Only the number is wanted: how many lines of the data contain "check"?

[Record set Boundary: Start]

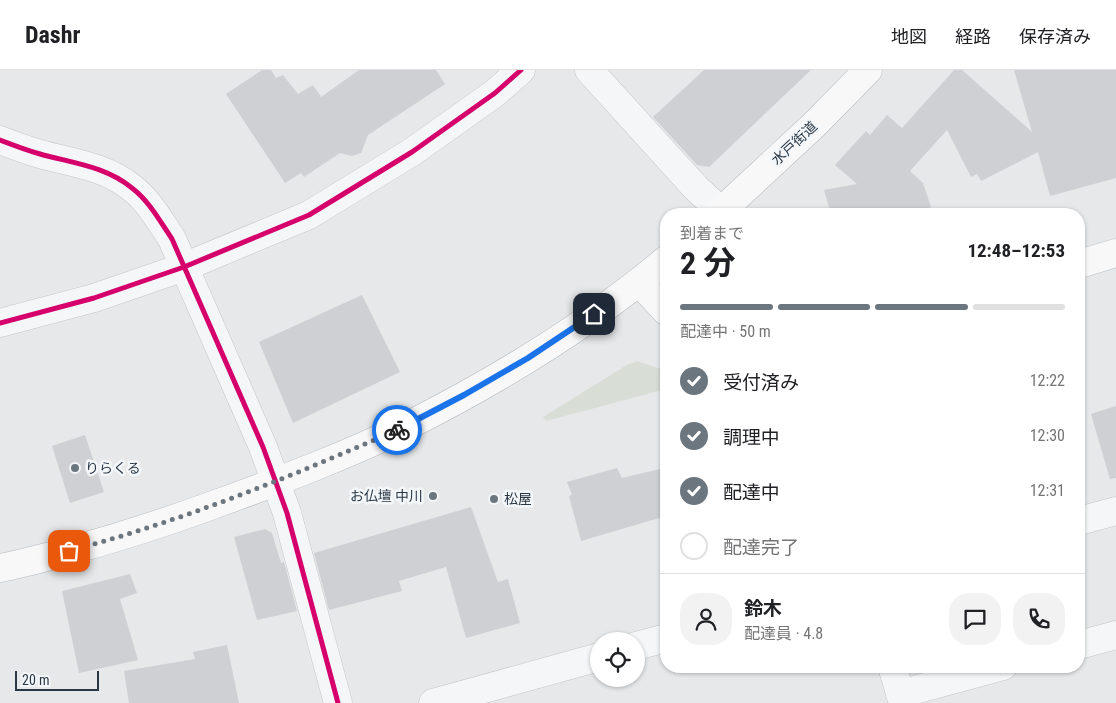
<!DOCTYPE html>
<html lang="ja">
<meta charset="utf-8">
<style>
:root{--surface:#fff;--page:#f2f2f2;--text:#202124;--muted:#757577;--line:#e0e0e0;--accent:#6c767f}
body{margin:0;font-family:"Roboto Condensed","Noto Sans JP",sans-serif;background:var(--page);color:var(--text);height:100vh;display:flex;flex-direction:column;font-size:19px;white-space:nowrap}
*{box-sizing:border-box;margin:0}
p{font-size:16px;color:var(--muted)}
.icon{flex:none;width:28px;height:28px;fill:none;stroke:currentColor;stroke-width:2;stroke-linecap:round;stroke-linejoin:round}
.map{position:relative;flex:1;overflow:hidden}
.sheet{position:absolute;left:660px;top:138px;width:425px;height:465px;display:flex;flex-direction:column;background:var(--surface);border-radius:20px;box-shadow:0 1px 4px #0004}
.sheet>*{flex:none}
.tools{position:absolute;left:590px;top:562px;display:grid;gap:10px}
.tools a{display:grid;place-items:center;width:55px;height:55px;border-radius:50%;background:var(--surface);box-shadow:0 1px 4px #0004;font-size:25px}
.scale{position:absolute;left:15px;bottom:12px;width:84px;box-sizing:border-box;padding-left:5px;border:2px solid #2a3846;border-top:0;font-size:14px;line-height:18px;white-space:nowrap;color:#2a3846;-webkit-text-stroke:4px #f4f7f9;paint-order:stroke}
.pin{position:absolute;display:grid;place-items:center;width:42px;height:42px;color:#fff;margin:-21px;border-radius:10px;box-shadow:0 2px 8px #0006}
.courier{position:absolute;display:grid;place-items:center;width:50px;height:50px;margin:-25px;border:4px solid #1a73e8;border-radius:50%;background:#fff;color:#222;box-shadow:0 1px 6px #0007}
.overview em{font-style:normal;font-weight:700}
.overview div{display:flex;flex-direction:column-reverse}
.overview{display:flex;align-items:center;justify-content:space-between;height:85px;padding:0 20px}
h1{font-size:32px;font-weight:700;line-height:38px}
.bar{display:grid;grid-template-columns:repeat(4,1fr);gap:8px 5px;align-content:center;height:60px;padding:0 20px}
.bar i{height:6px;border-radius:4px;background:var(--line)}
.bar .current{background:var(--accent)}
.bar p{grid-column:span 4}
.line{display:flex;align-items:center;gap:12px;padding:0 20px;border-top:1px solid var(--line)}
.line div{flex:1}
.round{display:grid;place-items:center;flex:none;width:52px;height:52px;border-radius:20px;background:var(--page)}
ol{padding:0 20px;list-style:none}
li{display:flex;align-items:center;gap:15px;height:55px}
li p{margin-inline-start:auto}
li .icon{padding:5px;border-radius:50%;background:var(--accent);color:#fff;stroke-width:4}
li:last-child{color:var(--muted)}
li i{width:28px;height:28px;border:2px solid var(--line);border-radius:50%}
header{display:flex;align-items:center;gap:30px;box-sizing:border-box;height:70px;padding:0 25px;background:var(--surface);border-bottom:1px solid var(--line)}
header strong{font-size:24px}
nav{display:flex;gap:28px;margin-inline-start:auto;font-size:18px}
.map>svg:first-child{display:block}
.grass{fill:#d8ded5}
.building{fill:#ced0d3}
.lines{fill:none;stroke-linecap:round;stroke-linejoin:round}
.minor-casing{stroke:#c4c6c8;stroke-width:29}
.major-casing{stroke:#c1c5c8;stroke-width:29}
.highway-casing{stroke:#b8bbbf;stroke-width:29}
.minor{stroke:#f5f6f7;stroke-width:28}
.major{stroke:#f8f8f8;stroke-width:28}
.highway{stroke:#f8f8f8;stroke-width:28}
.cycleway-casing{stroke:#f4f7f9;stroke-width:8}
.cycleway{stroke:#d6006c;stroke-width:5}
.done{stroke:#6c767f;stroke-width:5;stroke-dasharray:0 9}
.route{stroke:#1a73e8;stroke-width:6}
.poi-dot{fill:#6c767f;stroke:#f4f7f9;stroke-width:2}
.labels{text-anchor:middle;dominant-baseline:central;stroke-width:5;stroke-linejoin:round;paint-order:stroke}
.street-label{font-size:14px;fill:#2a3846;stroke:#f4f7f9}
.poi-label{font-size:14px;fill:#2a3846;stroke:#f4f7f9;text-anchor:start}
</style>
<header>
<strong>Dashr</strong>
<nav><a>地図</a><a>経路</a><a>保存済み</a></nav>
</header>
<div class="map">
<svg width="1116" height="633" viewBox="0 0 1116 633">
<rect width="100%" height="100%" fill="#e6e8ea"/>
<!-- grass -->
<polygon class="grass" points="637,291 666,301 666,319 546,351 543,347 627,295"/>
<!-- building -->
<g class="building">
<polygon points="262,0 271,0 276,8 283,5 298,24 313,15 321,27 359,0 436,0 445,14 368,65 361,83 352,86 340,83 304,107 301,103 285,113 226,24"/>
<polygon points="704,0 811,0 709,97 697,95 653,47"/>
<polygon points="954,0 962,0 1032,62 1014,0 1116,0 1116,108 1050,126 1038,82 981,111 977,104 971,107 947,60 910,101 923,113 931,137 918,144 831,144 824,120 857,114 835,95 866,61 870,65 887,45 902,58"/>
<polygon points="362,225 400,302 293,353 259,272"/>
<polygon points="1116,336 1116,408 1110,409 1091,344"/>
<polygon points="85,365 104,422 70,433 52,376"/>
<polygon points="617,398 622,408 660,399 666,422 666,446 581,471 569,426 572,425 567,412"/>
<polygon points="471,437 498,512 508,509 520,553 466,568 446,497 399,511 402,521 329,540 314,483"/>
<polygon points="265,459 272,463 281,493 284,492 297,541 257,550 234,467"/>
<polygon points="130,504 137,523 120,529 138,590 79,603 62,521"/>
<polygon points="227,575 239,633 129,633 124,601 195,589 193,582"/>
</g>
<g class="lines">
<defs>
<g id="minor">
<polyline points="589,0 696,118 721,141"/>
<path d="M0 70C13 75 26 80 40 84 72 93 105 96 132 118 149 131 160 151 172 169L263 377 287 443 338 633"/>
<polyline points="0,253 94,228 184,197 309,145 412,82 495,23 521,0"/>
<polyline points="1079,451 1116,441"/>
<polyline points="1079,575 1116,565"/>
<polyline points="636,576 666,568"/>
<polyline points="892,596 903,633"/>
<polyline points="900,624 1003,596"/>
<polyline points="433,633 599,587"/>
</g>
<g id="major">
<polyline points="1079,194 1116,183"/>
<polyline points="639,212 666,241"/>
</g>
<g id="highway">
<polyline points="718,144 814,55 868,0"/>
<path d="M0 498C21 494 42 488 62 483 114 469 164 453 213 435 279 411 346 386 409 355 500 309 588 255 666 190"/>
</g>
</defs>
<!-- minor casing -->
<use href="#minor" class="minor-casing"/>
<!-- major casing -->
<use href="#major" class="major-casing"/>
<!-- highway casing -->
<use href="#highway" class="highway-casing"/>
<!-- minor -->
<use href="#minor" class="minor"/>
<!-- major -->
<use href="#major" class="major"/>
<!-- highway -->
<use href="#highway" class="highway"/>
<defs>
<g id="cycleway">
<path d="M0 70C13 75 26 80 40 84 72 93 105 96 132 118 149 131 160 151 172 169L263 377 287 443 338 633"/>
<polyline points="0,253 94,228 184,197 309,145 412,82 495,23 521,0"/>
</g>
</defs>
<!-- cycleway casing -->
<use href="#cycleway" class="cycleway-casing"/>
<!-- cycleway -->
<use href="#cycleway" class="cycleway"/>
</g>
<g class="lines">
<!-- done -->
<path class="done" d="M69 481C182 451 290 407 397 360"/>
<!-- route -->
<polyline class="route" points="397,360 464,325 528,288 594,244"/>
</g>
<!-- markers -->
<g class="poi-dot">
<circle cx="75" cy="398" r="5"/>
<circle cx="433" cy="426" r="5"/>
<circle cx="494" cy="429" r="5"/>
</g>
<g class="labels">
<!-- street labels -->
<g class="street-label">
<text transform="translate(794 73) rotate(-43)">水戸街道</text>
</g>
<!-- poi labels -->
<g class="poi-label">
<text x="85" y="398">りらくる</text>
<text x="423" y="426" text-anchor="end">お仏壇 中川</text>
<text x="504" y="429">松屋</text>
</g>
</g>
</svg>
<div class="tools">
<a><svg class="icon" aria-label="locate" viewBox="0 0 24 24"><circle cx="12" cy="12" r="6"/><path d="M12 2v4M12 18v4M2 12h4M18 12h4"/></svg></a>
</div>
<div class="scale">20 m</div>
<div class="pin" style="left:69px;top:481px;background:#ea580c"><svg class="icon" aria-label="bag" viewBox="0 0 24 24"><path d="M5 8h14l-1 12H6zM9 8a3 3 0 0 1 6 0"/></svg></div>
<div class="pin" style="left:594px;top:244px;background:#1f2937"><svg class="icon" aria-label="home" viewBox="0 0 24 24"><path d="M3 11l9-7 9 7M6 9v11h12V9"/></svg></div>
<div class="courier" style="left:397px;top:360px"><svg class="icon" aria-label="bike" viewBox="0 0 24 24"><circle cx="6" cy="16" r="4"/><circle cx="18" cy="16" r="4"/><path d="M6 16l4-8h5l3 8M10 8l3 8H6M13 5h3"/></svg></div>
<section class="sheet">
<div class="overview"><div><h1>2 分</h1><p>到着まで</p></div><em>12:48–12:53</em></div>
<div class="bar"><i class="current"></i><i class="current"></i><i class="current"></i><i></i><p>配達中 · 50 m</p></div>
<ol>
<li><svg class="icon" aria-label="check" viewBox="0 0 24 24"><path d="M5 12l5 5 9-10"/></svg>受付済み<p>12:22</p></li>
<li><svg class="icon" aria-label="check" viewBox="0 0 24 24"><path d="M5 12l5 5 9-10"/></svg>調理中<p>12:30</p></li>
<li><svg class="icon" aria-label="check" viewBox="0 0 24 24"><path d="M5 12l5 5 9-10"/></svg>配達中<p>12:31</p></li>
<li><i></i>配達完了</li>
</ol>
<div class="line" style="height:90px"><a class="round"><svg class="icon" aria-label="person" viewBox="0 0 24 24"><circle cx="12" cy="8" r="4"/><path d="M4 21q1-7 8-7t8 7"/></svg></a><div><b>鈴木</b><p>配達員 · 4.8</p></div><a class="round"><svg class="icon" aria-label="chat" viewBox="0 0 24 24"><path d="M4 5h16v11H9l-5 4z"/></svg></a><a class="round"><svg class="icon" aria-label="phone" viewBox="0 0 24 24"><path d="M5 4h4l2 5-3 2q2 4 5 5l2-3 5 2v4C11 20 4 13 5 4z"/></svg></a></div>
</section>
</div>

[Record set Boundary: End]

§ Exercise result
3